It was Thanksgiving Day. My daughter wanted apple pie and asked her mother to get it for her. My brother-in-law noted that he had read some parenting advice from Esther Wojcicki that suggested children should be encouraged to do whatever they can for themselves.
As Wojcicki had raised two CEOs and a doctor, the joke became – future CEOs get their own pie.
For the next three hours, no one budged. My daughter was threatening to not go to bed until she got her pie. My wife refused to give in.
There were attempts to negotiate. Other people offered to get the pie. But the offers were refused. A threat to get the pie but have it be just the tiniest of slivers were rebuffed.
Eventually, after most people had gone home, my wife made her move. She cut the pie but did not bring it to her, instead leaving it on the kitchen table. So technically she did not bring her the pie.
My immediate response was frustration. What started off as something silly had turned into what I perceived as my daughter’s stubbornness winning – reinforcing a behavior we’d like to see less of.
I read the situation as a failed negotiation which my wife had lost.
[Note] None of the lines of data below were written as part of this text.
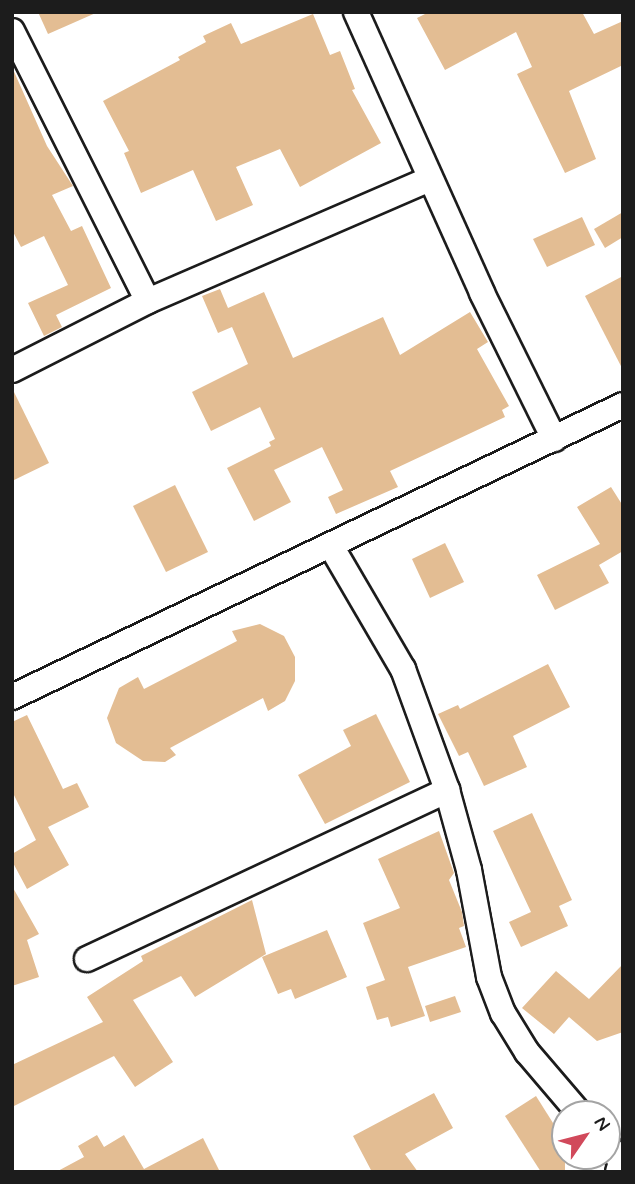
<!DOCTYPE html>
<style>
body{margin:0}
#map{position:relative;width:635px;height:1184px;overflow:hidden;background:#fff;font-family:Mynerve,sans-serif}
div>[style]{position:absolute}
.building>*{inset:0;background:#e3bd93}
.roads{filter:drop-shadow(2px 0 #1c1c1c) drop-shadow(-2px 0 #1c1c1c) drop-shadow(0 2px #1c1c1c) drop-shadow(0 -2px #1c1c1c)}
.street>*{height:24px;margin:-12px;padding:0 12px;transform-origin:12px;border-radius:12px;background:#fff}
.secondary>*{height:33px;margin:-16.5px;padding:0 16.5px;transform-origin:16.5px;border-radius:16.5px;background:#fff}
span{translate:-50% -50%;white-space:nowrap;text-align:center;line-height:1.15;-webkit-text-stroke:7px #fff;paint-order:stroke}
.frame{position:absolute;inset:0;border:14px solid #1c1c1c;pointer-events:none}
.north{position:absolute;left:551px;top:1100px;width:70px;height:70px;box-sizing:border-box;background:#fff;border:2px solid #a4a4a4;border-radius:50%;rotate:55deg;font-size:19px;font-weight:700;line-height:28px;text-align:center;color:#1c1c1c}
.north::after{content:'';display:block;margin:auto;width:24px;height:32px;background:#d1495b;clip-path:polygon(50% 0,100% 100%,50% 72%,0 100%)}
</style>
<div id="map">
<div class="building">
<i style="clip-path:polygon(38px 12px,98px 12px,48px 34px)"></i>
<i style="clip-path:polygon(429px 12px,582px 12px,594px 34px,623px 21px,623px 65px,569px 91px,596px 159px,565px 173px,517px 74px,532px 67px,516px 32px,445px 70px,417px 18px)"></i>
<i style="clip-path:polygon(313px 14px,330px 55px,340px 51px,355px 89px,352px 90px,381px 143px,300px 187px,280px 149px,236px 167px,253px 205px,216px 221px,193px 170px,141px 193px,124px 153px,129px 151px,103px 101px,180px 60px,178px 57px,206px 42px,203px 36px,231px 23px,241px 44px)"></i>
<i style="clip-path:polygon(12px 67px,47px 146px,73px 186px,52px 195px,71px 231px,82px 226px,111px 288px,56px 315px,62px 327px,44px 336px,28px 303px,68px 285px,44px 236px,21px 247px,12px 230px)"></i>
<i style="clip-path:polygon(623px 212px,623px 237px,605px 248px,594px 229px)"></i>
<i style="clip-path:polygon(582px 217px,595px 245px,547px 267px,533px 239px)"></i>
<i style="clip-path:polygon(623px 276px,623px 370px,585px 296px)"></i>
<i style="clip-path:polygon(220px 289px,228px 308px,264px 292px,293px 358px,383px 317px,400px 355px,470px 312px,488px 342px,477px 349px,509px 406px,502px 410px,505px 417px,390px 471px,398px 487px,336px 514px,328px 497px,343px 490px,322px 447px,274px 470px,291px 502px,254px 521px,227px 468px,271px 446px,269px 442px,275px 439px,260px 407px,211px 431px,192px 392px,248px 364px,232px 327px,218px 333px,202px 296px)"></i>
<i style="clip-path:polygon(12px 388px,49px 463px,12px 481px)"></i>
<i style="clip-path:polygon(175px 485px,208px 552px,166px 572px,133px 506px)"></i>
<i style="clip-path:polygon(611px 487px,623px 506px,623px 551px,599px 565px,609px 583px,555px 610px,537px 575px,600px 544px,577px 507px)"></i>
<i style="clip-path:polygon(445px 543px,464px 582px,430px 598px,412px 559px)"></i>
<i style="clip-path:polygon(260px 624px,284px 636px,295px 657px,295px 681px,285px 701px,268px 711px,263px 698px,170px 748px,176px 755px,165px 762px,143px 761px,116px 743px,107px 718px,119px 688px,138px 677px,144px 689px,237px 641px,232px 631px)"></i>
<i style="clip-path:polygon(548px 664px,570px 707px,513px 736px,527px 767px,484px 786px,468px 752px,459px 756px,438px 714px,458px 705px,460px 709px)"></i>
<i style="clip-path:polygon(376px 714px,410px 782px,325px 824px,298px 775px,351px 746px,343px 730px)"></i>
<i style="clip-path:polygon(27px 715px,63px 789px,77px 783px,89px 807px,48px 827px,69px 865px,27px 889px,12px 861px,12px 854px,36px 840px,12px 791px,12px 722px)"></i>
<i style="clip-path:polygon(532px 813px,572px 900px,559px 906px,568px 926px,521px 947px,509px 922px,531px 912px,493px 831px)"></i>
<i style="clip-path:polygon(439px 831px,454px 873px,449px 880px,462px 912px,464px 926px,459px 928px,466px 947px,408px 967px,425px 1016px,391px 1027px,388px 1017px,377px 1020px,366px 987px,385px 980px,363px 923px,400px 908px,378px 859px)"></i>
<i style="clip-path:polygon(12px 886px,39px 934px,27px 940px,39px 977px,12px 986px)"></i>
<i style="clip-path:polygon(252px 900px,266px 954px,195px 997px,181px 976px,133px 1000px,173px 1062px,135px 1087px,114px 1056px,12px 1107px,12px 1065px,103px 1022px,87px 997px,143px 961px,141px 956px)"></i>
<i style="clip-path:polygon(327px 930px,347px 977px,295px 999px,291px 989px,278px 994px,262px 957px)"></i>
<i style="clip-path:polygon(623px 964px,623px 1032px,597px 1041px,569px 1017px,554px 1034px,522px 1008px,556px 971px,589px 999px)"></i>
<i style="clip-path:polygon(455px 996px,461px 1012px,430px 1022px,425px 1006px)"></i>
<i style="clip-path:polygon(434px 1093px,453px 1128px,405px 1154px,418px 1172px,372px 1172px,353px 1136px)"></i>
<i style="clip-path:polygon(536px 1096px,565px 1142px,565px 1172px,541px 1172px,505px 1116px)"></i>
<i style="clip-path:polygon(97px 1135px,104px 1147px,124px 1135px,144px 1169px,203px 1138px,220px 1172px,56px 1172px,84px 1157px,78px 1146px)"></i>
</div>
<div class="roads">
<div class="street">
<i style="left:356px;top:12px;width:308px;rotate:65.8deg"></i>
<i style="left:482px;top:293px;width:163px;rotate:63.7deg"></i>
<i style="left:12px;top:31px;width:302px;rotate:63.3deg"></i>
<i style="left:12px;top:370px;width:153px;rotate:-26.9deg"></i>
<i style="left:148px;top:301px;width:307px;rotate:-23.4deg"></i>
<i style="left:331px;top:546px;width:143px;rotate:59.7deg"></i>
<i style="left:403px;top:669px;width:129px;rotate:70deg"></i>
<i style="left:447px;top:790px;width:83px;rotate:74.6deg"></i>
<i style="left:469px;top:870px;width:109px;rotate:79.4deg"></i>
<i style="left:489px;top:977px;width:39px;rotate:69deg"></i>
<i style="left:503px;top:1013px;width:46px;rotate:58.4deg"></i>
<i style="left:527px;top:1052px;width:82px;rotate:49.5deg"></i>
<i style="left:12px;top:697px;width:677px;rotate:-25.54deg"></i>
<i style="left:87px;top:959px;width:398px;rotate:-25.1deg"></i>
<i style="left:607px;top:1145px;width:24px;rotate:48deg"></i>
</div>
<div class="secondary">
<i style="left:622px;top:1172px;width:3px;rotate:-72deg"></i>
</div>
</div>
<div class="frame"></div>
<div class="north">N</div>
</div>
But upon further reflection and a little bit of research, I realized that I had completely misread the situation.
I looked up the definition of “negotiate.” It means simply to “find a way over or through (an obstacle or difficult path).” or “try to reach an agreement or compromise by discussion with others.”
Nowhere in the definition does it imply that negotiating is about “winning or losing.” Yet for many that has become the ultimate goal of any negotiation.
To ask who won or lost is shortsighted. If the goal is “to find a way” or “to reach an agreement” then why would we want any negotiation to end with one side holding ill will?
In labor disputes, like the one I’m currently involved in, I hear language that talks about keeping up the fight, or “we have to win this,” sides cast aspersions saying the other side is evil or assuming the worst intentions of every move.
What gets lost in this vitriol is the purpose. To come to an agreement that all parties can feel good about.
Both my wife and daughter wanted to be happy. No one wanted to end Thanksgiving with a fight.
So my daughter got her pie, but still had to get up to go get it. Everyone got a little of what they wanted.
Sometimes in a negotiation, we simply need to take a step back and ask ourselves, “what would make both sides happy?” Instead of “how can I win this negotiation” wonder “how do we find a way through this that both sides can feel good about?”